» **Entries supplied**
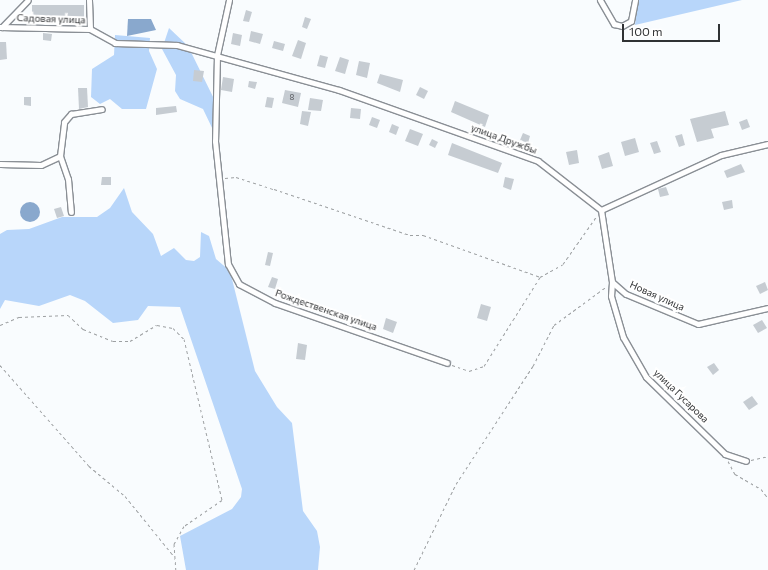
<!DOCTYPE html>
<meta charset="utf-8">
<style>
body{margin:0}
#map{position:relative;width:768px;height:570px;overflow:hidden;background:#f9fcfe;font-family:Commissioner,sans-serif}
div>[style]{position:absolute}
.green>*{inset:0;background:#b8d6fa}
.water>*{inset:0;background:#89a8cd}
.round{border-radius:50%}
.building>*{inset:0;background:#c6ccd2}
.path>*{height:1px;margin-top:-0.5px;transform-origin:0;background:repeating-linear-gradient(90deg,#9da0a2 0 3px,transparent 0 6px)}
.roads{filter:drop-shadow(1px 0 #8a8f95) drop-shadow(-1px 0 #8a8f95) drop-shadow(0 1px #8a8f95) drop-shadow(0 -1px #8a8f95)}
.street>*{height:5px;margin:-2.5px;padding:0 2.5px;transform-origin:2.5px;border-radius:2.5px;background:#fff}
span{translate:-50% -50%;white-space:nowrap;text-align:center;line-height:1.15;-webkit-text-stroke:4px #fff;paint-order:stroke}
.number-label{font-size:8px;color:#56585c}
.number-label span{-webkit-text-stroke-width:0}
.street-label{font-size:10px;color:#303234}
.scale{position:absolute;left:622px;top:24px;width:98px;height:18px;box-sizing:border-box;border:2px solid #303234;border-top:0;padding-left:5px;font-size:12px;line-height:14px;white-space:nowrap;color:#303234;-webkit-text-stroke:3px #fff;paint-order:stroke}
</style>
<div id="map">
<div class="green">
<i style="clip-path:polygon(638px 0,742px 0,635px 25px)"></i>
<i style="clip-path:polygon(169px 28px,188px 46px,219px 109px,214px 132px,203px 109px,180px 99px,175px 91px,176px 75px,162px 49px)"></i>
<i style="clip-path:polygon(115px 35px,150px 38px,149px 51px,157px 69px,146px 109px,122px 109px,110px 99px,100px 104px,91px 97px,92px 69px,114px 55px)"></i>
<i style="clip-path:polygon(124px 188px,132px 212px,153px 234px,161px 256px,174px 248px,186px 260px,194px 261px,200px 257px,201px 232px,209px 236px,216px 259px,230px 271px,255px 371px,277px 407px,292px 423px,303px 511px,317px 531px,320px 547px,318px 570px,186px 570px,180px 536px,232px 509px,241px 497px,242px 489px,180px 307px,148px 306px,138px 320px,113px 323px,85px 301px,70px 295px,39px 306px,5px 300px,0 309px,0 234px,7px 230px,29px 229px,62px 217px,97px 217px,110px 208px)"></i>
</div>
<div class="water">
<i style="clip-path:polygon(128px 19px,151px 19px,156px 30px,127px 36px)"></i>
<i class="round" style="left:20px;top:202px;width:20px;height:20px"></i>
</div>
<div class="building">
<i style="clip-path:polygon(32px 5px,84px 5px,84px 19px,32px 19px)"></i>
<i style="clip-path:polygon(246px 10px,252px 12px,249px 22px,243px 21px)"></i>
<i style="clip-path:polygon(305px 17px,311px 19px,307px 29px,302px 27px)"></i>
<i style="clip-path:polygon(251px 31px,263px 34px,260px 44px,249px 41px)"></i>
<i style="clip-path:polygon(43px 33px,52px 34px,51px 41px,43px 40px)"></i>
<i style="clip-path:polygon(233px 33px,242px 35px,240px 46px,231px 44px)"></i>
<i style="clip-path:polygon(298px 40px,306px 43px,301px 59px,292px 56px)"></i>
<i style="clip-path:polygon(274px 41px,285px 44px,283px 51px,272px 48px)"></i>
<i style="clip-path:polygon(0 42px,6px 42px,7px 59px,0 60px)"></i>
<i style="clip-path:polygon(320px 55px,328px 57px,325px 68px,317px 66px)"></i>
<i style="clip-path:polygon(340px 57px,349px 60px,345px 74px,335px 71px)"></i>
<i style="clip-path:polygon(359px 61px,370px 63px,367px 78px,356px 75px)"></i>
<i style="clip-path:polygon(194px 70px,204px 71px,202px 82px,193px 81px)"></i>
<i style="clip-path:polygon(380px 74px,403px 80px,400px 92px,377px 83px)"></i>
<i style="clip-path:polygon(223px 77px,234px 79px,232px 92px,221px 90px)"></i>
<i style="clip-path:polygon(249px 81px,257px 82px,255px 89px,248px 87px)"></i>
<i style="clip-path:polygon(420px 87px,428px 91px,424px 99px,416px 95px)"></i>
<i style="clip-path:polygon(78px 88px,87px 88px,88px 107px,79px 109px)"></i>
<i style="clip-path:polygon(285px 90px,301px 93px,298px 107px,282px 103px)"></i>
<i style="clip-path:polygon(24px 97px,31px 97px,31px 106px,24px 105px)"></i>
<i style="clip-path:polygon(267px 97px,274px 98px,272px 108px,265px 107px)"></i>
<i style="clip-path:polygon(310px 98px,323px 100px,321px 111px,308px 110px)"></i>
<i style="clip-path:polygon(455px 101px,489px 115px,485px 127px,451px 112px)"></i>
<i style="clip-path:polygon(176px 106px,177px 112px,156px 115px,156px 108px)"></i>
<i style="clip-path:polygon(351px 108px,361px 109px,360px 119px,350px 118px)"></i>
<i style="clip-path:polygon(302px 111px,311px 112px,308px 126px,300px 124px)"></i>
<i style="clip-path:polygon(725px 111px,729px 125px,711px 129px,714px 138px,697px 142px,690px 119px)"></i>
<i style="clip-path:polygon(372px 117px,380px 120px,377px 128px,369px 125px)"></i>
<i style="clip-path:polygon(747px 119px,750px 127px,742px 130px,739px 122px)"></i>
<i style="clip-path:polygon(392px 124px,399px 127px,396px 135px,389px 132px)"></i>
<i style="clip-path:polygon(410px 129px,423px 134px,418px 146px,405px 141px)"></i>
<i style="clip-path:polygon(523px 133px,530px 136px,528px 143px,520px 140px)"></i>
<i style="clip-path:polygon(682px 134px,685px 145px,679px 147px,675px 136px)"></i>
<i style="clip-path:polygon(635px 138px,639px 152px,625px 156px,621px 142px)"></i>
<i style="clip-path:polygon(432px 139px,438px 142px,435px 148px,429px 145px)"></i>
<i style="clip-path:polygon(657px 141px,661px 152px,654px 154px,650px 143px)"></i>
<i style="clip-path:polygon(452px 143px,502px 163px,498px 173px,448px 155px)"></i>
<i style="clip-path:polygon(577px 150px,579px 163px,569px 165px,566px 152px)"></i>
<i style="clip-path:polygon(609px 152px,613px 166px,602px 169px,598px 156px)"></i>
<i style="clip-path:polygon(741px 164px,745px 172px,727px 178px,724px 171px)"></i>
<i style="clip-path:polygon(102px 177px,111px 177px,111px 185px,101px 185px)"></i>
<i style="clip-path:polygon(505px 177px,514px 179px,511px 190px,503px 187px)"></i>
<i style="clip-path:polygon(666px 187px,669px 195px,660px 197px,658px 189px)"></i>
<i style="clip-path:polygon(732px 200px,733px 208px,724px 210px,722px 202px)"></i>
<i style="clip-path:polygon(61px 207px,64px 216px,57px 218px,54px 209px)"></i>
<i style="clip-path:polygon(268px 252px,273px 253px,270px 266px,265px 265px)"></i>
<i style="clip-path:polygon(272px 277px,278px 279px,275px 289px,268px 287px)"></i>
<i style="clip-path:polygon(765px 282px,768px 290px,760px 294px,756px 286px)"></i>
<i style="clip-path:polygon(481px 304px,491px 307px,487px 321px,477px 318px)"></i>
<i style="clip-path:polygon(386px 318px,397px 322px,393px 333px,383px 329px)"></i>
<i style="clip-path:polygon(762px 320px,767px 328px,758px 333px,753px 325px)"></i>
<i style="clip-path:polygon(298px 343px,307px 345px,305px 360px,296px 359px)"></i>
<i style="clip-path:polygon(714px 363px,719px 370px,713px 375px,707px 367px)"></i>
<i style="clip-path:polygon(752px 396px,758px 404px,749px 410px,743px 402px)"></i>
</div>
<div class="path">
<i style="left:225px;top:178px;width:11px;rotate:-5deg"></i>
<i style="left:236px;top:177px;width:40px;rotate:18deg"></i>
<i style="left:274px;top:189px;width:144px;rotate:18.7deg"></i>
<i style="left:410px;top:235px;width:13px"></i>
<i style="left:423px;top:235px;width:124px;rotate:19.7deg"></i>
<i style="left:540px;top:277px;width:26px;rotate:-29deg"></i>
<i style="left:563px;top:264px;width:57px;rotate:-54.9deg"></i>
<i style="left:0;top:325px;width:21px;rotate:-23deg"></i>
<i style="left:19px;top:317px;width:49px;rotate:-2.3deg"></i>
<i style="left:68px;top:315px;width:21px;rotate:43deg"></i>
<i style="left:83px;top:329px;width:32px;rotate:22deg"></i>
<i style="left:113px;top:341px;width:17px"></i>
<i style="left:130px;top:341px;width:31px;rotate:-31deg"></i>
<i style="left:157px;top:325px;width:16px;rotate:11deg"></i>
<i style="left:173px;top:328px;width:16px;rotate:45deg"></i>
<i style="left:184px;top:339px;width:165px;rotate:76.7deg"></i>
<i style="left:222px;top:500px;width:46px;rotate:145.6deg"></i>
<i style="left:184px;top:526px;width:21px;rotate:119deg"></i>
<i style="left:174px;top:544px;width:26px;rotate:86deg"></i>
<i style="left:0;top:365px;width:135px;rotate:48.6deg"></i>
<i style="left:89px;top:466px;width:47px;rotate:39.8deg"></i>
<i style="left:125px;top:496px;width:76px;rotate:50.9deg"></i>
<i style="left:452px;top:365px;width:18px;rotate:19deg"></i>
<i style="left:469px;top:371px;width:16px;rotate:-18deg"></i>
<i style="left:484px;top:366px;width:105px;rotate:-57.8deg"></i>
<i style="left:751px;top:460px;width:17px;rotate:-13deg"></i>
<i style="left:728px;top:461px;width:15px;rotate:62deg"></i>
<i style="left:735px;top:474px;width:30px;rotate:30deg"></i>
<i style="left:761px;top:489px;width:11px;rotate:52deg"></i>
<i style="left:414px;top:570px;width:96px;rotate:-64deg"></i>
<i style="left:456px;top:484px;width:141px;rotate:-56.9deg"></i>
<i style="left:533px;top:366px;width:46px;rotate:-62.9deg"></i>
<i style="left:554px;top:325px;width:64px;rotate:-36.2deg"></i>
</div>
<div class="roads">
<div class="street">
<i style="left:89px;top:0;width:29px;rotate:88deg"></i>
<i style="left:229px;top:0;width:56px;rotate:102.3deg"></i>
<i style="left:217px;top:55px;width:86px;rotate:91.3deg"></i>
<i style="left:215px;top:141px;width:124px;rotate:84deg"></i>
<i style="left:228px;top:264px;width:23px;rotate:61deg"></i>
<i style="left:239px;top:284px;width:41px;rotate:27.8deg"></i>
<i style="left:275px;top:303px;width:182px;rotate:19.2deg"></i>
<i style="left:600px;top:0;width:28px;rotate:60deg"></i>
<i style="left:614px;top:24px;width:8px;rotate:14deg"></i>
<i style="left:622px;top:26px;width:10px;rotate:-29deg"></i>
<i style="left:631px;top:21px;width:21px;rotate:-79deg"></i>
<i style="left:0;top:27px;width:90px;rotate:1.3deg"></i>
<i style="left:90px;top:29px;width:29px;rotate:29deg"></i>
<i style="left:115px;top:43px;width:62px;rotate:1.8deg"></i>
<i style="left:177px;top:45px;width:168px;rotate:15.5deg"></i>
<i style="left:339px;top:90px;width:211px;rotate:19.6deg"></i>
<i style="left:538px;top:161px;width:80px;rotate:37.9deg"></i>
<i style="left:601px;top:210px;width:132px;rotate:-24.6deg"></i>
<i style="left:721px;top:155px;width:48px;rotate:-13.2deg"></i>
<i style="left:2px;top:27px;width:37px;rotate:-46deg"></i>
<i style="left:60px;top:156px;width:24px;rotate:71deg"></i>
<i style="left:68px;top:179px;width:33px;rotate:85deg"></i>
<i style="left:0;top:164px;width:41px;rotate:1.4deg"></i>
<i style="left:41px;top:165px;width:21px;rotate:-25deg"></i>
<i style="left:60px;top:156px;width:34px;rotate:-83deg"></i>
<i style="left:64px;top:122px;width:11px;rotate:-49deg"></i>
<i style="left:71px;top:114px;width:31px;rotate:-9deg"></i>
<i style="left:601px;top:210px;width:73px;rotate:81.3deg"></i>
<i style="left:612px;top:282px;width:18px;rotate:41deg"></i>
<i style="left:626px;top:294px;width:78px;rotate:22.6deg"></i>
<i style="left:698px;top:324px;width:72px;rotate:-12.9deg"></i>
<i style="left:612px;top:282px;width:14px;rotate:94deg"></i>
<i style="left:611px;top:296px;width:43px;rotate:73.7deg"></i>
<i style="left:623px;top:337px;width:46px;rotate:60.1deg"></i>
<i style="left:646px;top:377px;width:110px;rotate:44.3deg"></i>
<i style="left:725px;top:454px;width:22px;rotate:18deg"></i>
</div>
</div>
<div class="number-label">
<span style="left:292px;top:98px">8</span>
</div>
<div class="street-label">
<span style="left:51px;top:19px;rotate:2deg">Садовая улица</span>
<span style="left:504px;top:139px;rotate:20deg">улица Дружбы</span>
<span style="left:657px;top:296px;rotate:24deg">Новая улица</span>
<span style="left:326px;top:310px;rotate:19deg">Рождественская улица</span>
<span style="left:681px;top:396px;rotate:44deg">улица Гусарова</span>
</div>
<div class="scale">100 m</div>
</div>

» **Action item**
Beginning with the first line of the records and ending with the line that contains "0 3px,transparent 0", reproduce every line exactly, omitting pictures and adding nothing.

» **Result of the exercise**
<!DOCTYPE html>
<meta charset="utf-8">
<style>
body{margin:0}
#map{position:relative;width:768px;height:570px;overflow:hidden;background:#f9fcfe;font-family:Commissioner,sans-serif}
div>[style]{position:absolute}
.green>*{inset:0;background:#b8d6fa}
.water>*{inset:0;background:#89a8cd}
.round{border-radius:50%}
.building>*{inset:0;background:#c6ccd2}
.path>*{height:1px;margin-top:-0.5px;transform-origin:0;background:repeating-linear-gradient(90deg,#9da0a2 0 3px,transparent 0 6px)}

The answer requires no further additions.